From the line containing "6 2 6-2v14l-6" onward, every line of the entries is to be set down exactly, the last line included.

______________________________

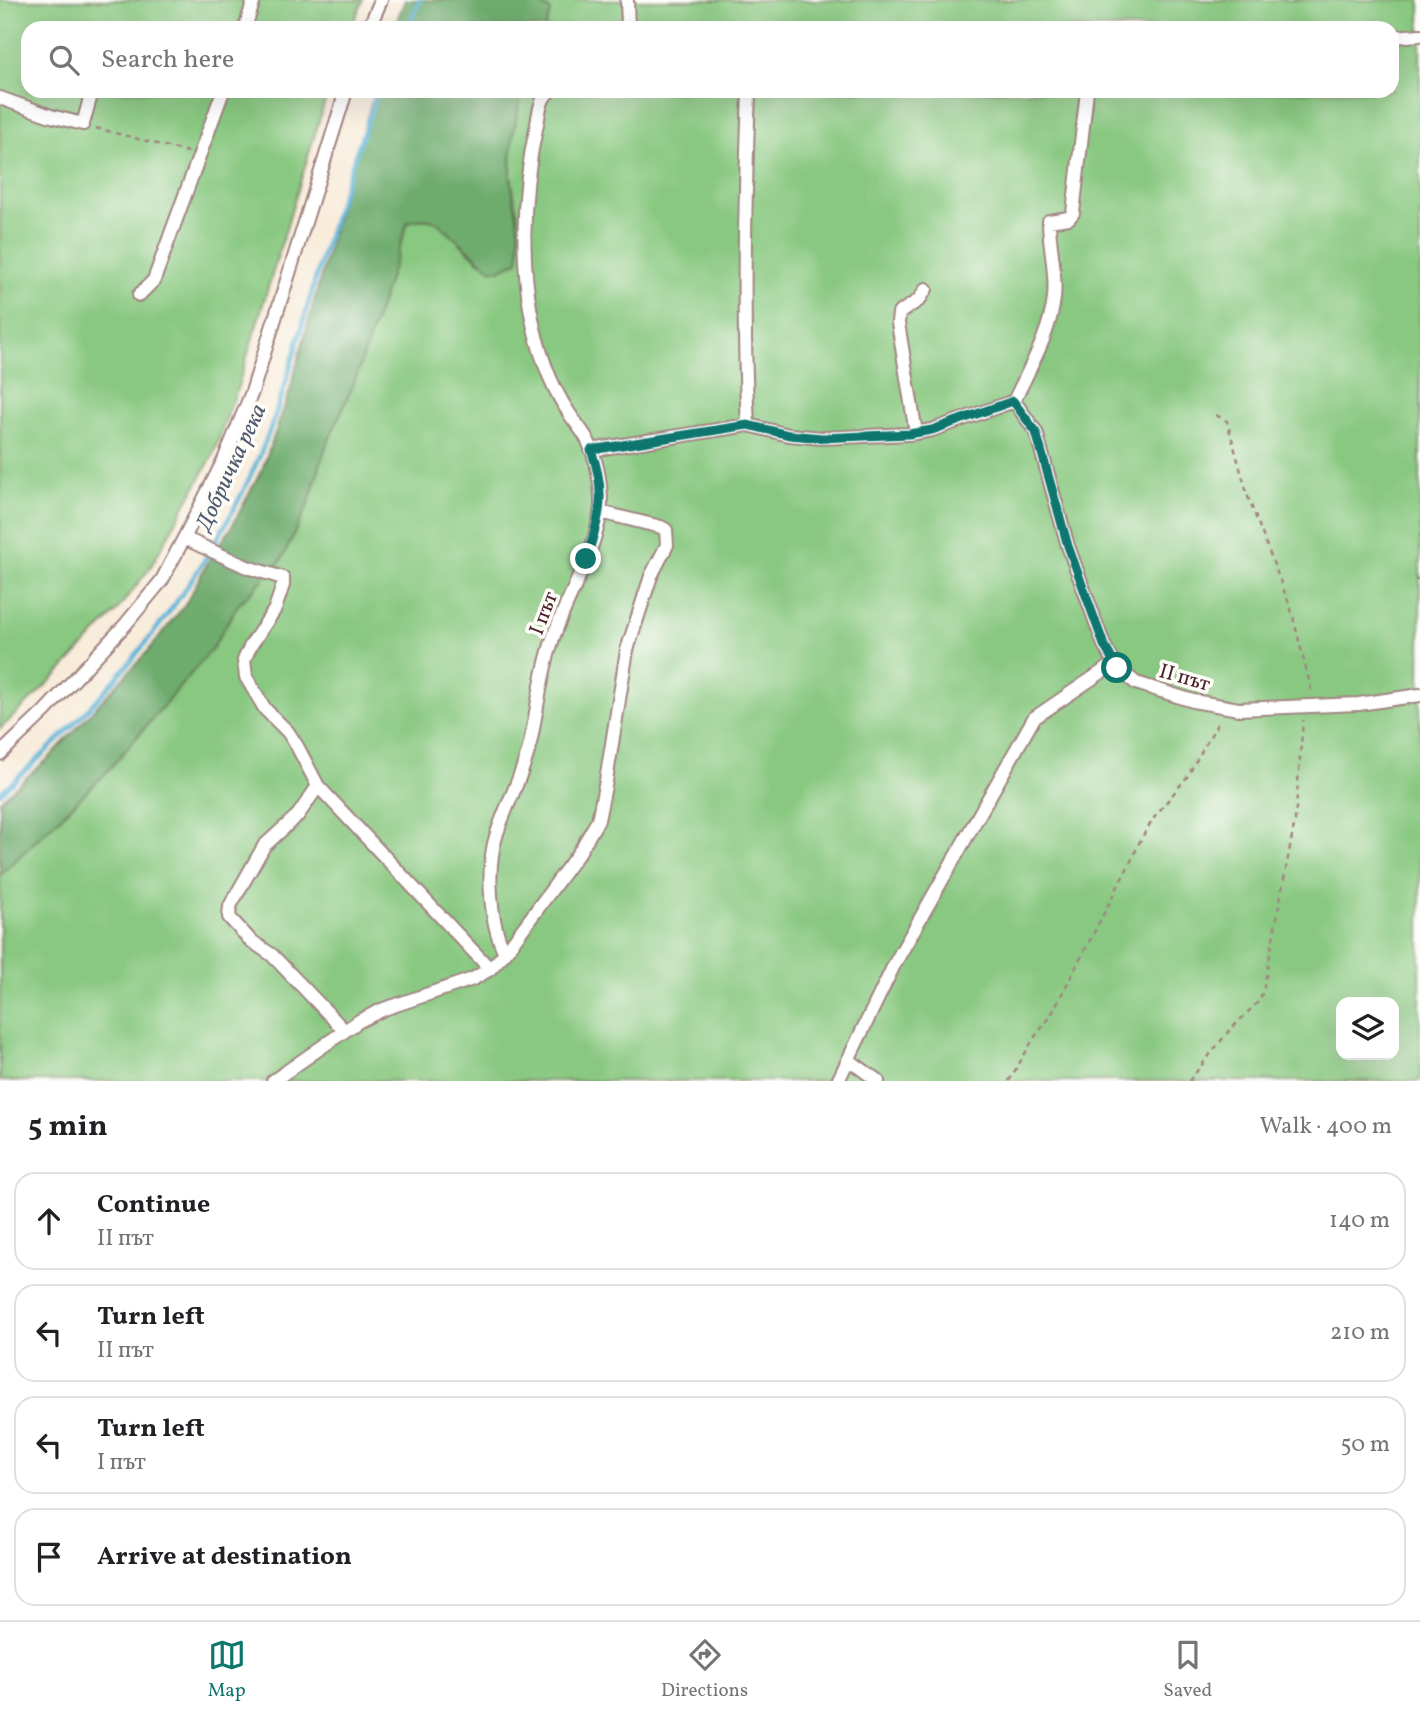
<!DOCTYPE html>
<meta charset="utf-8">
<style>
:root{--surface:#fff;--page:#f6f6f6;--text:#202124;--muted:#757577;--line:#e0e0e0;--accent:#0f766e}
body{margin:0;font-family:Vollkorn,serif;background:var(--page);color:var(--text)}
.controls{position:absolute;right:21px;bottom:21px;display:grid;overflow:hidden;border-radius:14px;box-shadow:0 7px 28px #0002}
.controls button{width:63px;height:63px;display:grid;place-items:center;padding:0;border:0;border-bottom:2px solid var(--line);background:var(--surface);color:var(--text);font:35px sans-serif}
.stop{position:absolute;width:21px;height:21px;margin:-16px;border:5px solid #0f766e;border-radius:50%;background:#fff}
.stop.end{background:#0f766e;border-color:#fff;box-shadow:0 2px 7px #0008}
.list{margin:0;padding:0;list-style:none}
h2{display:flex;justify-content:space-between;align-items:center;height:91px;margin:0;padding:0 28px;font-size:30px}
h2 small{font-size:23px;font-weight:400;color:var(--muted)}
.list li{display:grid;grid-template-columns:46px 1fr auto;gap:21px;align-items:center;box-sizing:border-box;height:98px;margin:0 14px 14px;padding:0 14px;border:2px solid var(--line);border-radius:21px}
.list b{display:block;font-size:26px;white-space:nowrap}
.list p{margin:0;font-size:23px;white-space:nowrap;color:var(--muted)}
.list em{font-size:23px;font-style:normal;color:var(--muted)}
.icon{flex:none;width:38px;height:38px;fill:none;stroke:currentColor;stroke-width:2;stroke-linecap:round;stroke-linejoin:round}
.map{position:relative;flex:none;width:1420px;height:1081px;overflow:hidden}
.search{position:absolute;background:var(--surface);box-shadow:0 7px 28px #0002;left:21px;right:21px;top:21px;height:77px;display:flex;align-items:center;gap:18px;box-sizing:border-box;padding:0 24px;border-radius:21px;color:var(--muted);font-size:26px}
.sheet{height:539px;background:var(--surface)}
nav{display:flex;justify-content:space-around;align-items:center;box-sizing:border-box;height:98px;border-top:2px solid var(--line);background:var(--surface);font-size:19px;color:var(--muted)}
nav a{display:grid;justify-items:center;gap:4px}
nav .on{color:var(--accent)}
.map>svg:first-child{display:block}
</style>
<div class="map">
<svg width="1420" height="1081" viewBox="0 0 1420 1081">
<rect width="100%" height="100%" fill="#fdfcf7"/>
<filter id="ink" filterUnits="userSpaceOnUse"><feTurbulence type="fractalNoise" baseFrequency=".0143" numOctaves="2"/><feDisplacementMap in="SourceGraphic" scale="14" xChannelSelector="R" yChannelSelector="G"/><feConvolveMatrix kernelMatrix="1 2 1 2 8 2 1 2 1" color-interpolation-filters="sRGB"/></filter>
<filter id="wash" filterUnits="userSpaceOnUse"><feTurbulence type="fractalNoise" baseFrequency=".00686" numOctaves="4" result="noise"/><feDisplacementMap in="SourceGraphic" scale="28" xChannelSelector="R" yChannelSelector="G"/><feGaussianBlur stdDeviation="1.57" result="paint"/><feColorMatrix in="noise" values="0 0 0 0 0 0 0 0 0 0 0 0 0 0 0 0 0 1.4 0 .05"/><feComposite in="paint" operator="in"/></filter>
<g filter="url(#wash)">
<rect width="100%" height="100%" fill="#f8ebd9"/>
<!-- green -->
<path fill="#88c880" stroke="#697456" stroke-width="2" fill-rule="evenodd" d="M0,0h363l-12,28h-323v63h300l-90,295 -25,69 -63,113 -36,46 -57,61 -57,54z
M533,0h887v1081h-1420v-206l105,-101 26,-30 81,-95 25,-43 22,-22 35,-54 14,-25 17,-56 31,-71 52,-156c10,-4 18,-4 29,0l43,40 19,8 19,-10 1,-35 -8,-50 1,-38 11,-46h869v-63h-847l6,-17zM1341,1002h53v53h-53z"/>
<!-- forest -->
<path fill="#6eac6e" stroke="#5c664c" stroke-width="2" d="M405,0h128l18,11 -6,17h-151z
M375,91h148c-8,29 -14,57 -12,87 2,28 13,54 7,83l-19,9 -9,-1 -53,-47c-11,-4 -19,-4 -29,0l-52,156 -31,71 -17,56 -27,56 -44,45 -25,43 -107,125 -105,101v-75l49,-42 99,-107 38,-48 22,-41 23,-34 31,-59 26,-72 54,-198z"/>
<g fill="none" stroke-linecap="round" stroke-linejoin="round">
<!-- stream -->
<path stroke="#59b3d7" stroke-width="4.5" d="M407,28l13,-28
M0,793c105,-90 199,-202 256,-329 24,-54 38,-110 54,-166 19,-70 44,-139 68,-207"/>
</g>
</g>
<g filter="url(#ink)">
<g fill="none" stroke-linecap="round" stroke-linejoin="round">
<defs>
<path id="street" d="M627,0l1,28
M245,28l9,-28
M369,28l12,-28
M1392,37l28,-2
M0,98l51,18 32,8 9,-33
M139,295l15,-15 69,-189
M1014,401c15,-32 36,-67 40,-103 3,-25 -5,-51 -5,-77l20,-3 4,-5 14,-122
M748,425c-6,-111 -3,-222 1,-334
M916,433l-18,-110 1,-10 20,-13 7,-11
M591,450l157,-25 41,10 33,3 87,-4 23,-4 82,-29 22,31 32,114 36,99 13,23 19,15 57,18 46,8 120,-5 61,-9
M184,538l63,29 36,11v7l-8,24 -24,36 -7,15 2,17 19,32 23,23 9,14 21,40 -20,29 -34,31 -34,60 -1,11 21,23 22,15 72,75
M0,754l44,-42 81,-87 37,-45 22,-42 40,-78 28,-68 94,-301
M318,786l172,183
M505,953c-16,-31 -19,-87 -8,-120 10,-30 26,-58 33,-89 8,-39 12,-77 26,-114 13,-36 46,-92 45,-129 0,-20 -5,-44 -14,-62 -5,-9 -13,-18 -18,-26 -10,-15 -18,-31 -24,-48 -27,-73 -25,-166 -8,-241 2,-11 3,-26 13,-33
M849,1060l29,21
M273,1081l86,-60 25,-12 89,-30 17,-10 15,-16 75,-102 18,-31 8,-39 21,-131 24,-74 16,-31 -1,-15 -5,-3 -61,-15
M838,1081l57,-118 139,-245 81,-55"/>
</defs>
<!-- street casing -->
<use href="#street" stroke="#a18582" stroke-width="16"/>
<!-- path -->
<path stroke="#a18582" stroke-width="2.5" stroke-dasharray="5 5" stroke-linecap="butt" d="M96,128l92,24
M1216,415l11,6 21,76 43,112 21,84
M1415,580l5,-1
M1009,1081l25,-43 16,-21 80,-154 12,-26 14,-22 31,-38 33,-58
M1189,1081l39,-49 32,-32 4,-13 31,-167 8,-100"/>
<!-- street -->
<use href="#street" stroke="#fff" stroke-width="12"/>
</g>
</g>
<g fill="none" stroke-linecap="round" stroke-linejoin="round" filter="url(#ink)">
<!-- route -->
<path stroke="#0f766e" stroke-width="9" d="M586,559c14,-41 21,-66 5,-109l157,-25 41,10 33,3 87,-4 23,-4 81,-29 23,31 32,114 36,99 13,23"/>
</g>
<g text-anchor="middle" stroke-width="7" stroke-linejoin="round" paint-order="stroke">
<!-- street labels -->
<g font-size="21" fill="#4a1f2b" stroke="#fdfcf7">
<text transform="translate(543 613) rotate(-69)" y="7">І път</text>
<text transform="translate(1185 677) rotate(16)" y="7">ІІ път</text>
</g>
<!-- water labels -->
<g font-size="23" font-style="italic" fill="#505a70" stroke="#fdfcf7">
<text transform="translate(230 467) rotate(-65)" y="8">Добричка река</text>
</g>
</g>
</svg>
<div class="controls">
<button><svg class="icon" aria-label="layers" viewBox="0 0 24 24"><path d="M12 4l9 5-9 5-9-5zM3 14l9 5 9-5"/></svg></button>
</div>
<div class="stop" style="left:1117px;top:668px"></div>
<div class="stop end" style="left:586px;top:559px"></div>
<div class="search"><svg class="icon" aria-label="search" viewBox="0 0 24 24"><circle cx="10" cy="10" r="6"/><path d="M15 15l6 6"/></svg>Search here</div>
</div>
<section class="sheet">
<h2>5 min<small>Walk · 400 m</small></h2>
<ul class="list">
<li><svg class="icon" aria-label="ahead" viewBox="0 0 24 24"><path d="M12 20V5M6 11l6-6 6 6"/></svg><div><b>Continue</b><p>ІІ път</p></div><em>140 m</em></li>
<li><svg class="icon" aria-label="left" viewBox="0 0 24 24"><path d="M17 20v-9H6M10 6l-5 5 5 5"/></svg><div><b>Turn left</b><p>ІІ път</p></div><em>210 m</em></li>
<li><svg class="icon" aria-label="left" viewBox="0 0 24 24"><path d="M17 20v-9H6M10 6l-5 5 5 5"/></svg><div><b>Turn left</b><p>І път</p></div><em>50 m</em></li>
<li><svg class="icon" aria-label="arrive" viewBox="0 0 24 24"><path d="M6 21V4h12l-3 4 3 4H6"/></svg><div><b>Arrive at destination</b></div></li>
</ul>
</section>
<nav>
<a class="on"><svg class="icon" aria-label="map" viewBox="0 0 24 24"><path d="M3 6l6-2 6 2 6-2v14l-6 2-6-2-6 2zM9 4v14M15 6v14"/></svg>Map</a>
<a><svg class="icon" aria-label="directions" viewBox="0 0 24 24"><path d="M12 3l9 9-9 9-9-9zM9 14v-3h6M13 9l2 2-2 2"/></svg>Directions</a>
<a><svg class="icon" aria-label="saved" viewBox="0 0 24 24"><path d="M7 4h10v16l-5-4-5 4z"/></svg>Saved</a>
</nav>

______________________________

▸ **ANSWER SECTION**:
<a class="on"><svg class="icon" aria-label="map" viewBox="0 0 24 24"><path d="M3 6l6-2 6 2 6-2v14l-6 2-6-2-6 2zM9 4v14M15 6v14"/></svg>Map</a>
<a><svg class="icon" aria-label="directions" viewBox="0 0 24 24"><path d="M12 3l9 9-9 9-9-9zM9 14v-3h6M13 9l2 2-2 2"/></svg>Directions</a>
<a><svg class="icon" aria-label="saved" viewBox="0 0 24 24"><path d="M7 4h10v16l-5-4-5 4z"/></svg>Saved</a>
</nav>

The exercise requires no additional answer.